→ Exercise:
Show every line of the data that contains the string "Fluguerto".

Source data:

::::

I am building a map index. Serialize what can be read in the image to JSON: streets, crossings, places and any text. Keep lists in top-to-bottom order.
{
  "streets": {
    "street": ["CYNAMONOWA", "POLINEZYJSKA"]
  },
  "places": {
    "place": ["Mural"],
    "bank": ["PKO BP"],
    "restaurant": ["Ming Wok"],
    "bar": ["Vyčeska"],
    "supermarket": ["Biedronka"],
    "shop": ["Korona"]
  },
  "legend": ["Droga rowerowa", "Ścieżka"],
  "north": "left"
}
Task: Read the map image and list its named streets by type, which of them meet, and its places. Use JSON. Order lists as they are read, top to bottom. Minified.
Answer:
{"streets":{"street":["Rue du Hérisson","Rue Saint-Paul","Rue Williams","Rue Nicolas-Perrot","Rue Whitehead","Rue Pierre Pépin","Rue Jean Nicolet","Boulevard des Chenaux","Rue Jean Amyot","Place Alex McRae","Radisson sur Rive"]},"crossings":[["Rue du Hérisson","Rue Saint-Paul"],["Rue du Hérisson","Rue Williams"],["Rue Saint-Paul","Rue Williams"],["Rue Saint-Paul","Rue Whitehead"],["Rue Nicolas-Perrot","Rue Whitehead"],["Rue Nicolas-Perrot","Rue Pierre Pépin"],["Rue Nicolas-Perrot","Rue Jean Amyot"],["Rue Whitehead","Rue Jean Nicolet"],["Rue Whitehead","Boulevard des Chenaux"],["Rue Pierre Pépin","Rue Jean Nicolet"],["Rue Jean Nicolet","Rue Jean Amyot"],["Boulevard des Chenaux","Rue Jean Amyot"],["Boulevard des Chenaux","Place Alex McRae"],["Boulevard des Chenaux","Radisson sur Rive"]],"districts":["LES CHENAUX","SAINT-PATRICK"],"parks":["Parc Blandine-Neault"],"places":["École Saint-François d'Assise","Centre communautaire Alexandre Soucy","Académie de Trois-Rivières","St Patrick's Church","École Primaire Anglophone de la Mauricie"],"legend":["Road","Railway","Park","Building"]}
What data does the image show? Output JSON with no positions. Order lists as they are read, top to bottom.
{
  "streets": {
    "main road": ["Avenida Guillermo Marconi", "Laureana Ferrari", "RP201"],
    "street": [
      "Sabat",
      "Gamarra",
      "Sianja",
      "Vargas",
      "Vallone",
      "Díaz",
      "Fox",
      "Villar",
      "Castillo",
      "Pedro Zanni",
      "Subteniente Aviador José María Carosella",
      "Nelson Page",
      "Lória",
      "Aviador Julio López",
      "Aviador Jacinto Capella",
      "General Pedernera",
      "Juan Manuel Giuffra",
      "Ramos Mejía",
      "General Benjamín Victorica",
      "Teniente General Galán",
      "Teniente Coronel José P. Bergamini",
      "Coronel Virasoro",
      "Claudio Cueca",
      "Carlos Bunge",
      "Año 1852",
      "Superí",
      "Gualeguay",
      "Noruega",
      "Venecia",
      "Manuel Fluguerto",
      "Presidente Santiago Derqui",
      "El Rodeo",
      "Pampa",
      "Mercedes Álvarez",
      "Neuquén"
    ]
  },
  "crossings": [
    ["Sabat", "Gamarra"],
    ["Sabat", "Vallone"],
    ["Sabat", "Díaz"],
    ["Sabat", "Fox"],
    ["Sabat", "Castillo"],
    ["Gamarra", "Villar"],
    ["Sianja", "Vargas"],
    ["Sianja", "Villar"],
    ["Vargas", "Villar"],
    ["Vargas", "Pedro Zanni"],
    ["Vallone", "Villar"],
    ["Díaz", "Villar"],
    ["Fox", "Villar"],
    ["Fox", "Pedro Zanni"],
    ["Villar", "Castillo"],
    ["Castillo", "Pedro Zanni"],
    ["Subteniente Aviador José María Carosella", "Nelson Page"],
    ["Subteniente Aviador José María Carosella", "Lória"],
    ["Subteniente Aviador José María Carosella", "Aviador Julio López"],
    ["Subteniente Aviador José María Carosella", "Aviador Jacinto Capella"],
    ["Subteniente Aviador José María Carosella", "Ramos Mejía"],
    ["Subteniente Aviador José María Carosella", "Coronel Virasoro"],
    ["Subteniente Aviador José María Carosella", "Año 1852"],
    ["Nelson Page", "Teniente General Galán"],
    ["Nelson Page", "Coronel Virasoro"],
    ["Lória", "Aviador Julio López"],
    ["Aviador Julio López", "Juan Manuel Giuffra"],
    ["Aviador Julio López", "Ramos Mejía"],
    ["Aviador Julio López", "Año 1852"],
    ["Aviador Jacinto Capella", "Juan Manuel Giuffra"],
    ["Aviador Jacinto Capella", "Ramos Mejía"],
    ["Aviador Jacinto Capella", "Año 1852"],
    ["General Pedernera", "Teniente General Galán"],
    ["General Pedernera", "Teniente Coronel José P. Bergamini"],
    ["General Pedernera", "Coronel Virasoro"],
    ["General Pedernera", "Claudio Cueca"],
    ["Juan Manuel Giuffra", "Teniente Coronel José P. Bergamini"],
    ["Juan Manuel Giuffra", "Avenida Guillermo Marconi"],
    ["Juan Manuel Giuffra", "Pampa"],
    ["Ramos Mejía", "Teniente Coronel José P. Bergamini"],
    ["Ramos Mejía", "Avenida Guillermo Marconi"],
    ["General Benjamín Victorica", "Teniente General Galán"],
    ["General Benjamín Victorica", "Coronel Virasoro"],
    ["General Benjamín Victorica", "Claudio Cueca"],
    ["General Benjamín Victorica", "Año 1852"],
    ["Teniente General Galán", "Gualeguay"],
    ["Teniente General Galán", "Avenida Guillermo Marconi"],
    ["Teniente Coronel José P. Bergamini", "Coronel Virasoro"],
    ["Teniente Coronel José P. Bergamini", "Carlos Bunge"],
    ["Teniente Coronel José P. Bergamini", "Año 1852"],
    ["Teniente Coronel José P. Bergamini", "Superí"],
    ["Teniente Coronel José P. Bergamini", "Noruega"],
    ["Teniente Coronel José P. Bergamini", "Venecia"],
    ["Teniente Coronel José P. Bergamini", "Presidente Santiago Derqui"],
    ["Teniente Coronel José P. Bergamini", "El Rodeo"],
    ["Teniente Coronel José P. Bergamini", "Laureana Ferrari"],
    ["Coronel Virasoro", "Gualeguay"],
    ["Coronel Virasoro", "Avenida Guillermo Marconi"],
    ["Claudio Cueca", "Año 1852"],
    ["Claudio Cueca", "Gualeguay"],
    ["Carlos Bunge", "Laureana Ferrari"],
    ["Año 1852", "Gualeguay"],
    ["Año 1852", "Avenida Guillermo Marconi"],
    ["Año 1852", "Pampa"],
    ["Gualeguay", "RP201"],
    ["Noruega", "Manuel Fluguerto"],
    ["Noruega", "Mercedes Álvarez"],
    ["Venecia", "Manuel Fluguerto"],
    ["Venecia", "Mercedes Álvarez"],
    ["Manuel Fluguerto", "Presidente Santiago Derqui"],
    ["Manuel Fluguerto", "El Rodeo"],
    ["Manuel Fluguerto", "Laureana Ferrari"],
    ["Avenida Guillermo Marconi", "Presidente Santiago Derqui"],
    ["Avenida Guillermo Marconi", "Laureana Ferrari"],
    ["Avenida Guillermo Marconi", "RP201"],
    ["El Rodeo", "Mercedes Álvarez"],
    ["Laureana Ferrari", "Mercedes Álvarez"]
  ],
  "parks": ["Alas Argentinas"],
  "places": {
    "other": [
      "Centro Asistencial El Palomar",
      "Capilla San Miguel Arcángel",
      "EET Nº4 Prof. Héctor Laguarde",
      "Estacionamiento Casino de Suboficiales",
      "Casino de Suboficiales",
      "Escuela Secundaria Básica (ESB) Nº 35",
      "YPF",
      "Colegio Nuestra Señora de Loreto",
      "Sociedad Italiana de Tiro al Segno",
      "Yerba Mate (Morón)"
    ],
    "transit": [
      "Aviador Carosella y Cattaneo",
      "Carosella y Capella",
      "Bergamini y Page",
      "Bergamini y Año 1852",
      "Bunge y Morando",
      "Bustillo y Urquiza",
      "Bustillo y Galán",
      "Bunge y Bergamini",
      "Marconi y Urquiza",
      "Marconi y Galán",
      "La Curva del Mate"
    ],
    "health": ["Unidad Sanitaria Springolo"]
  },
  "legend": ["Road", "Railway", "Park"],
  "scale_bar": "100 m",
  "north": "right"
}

::::

→ Response to the exercise:
      "Manuel Fluguerto",
    ["Noruega", "Manuel Fluguerto"],
    ["Venecia", "Manuel Fluguerto"],
    ["Manuel Fluguerto", "Presidente Santiago Derqui"],
    ["Manuel Fluguerto", "El Rodeo"],
    ["Manuel Fluguerto", "Laureana Ferrari"],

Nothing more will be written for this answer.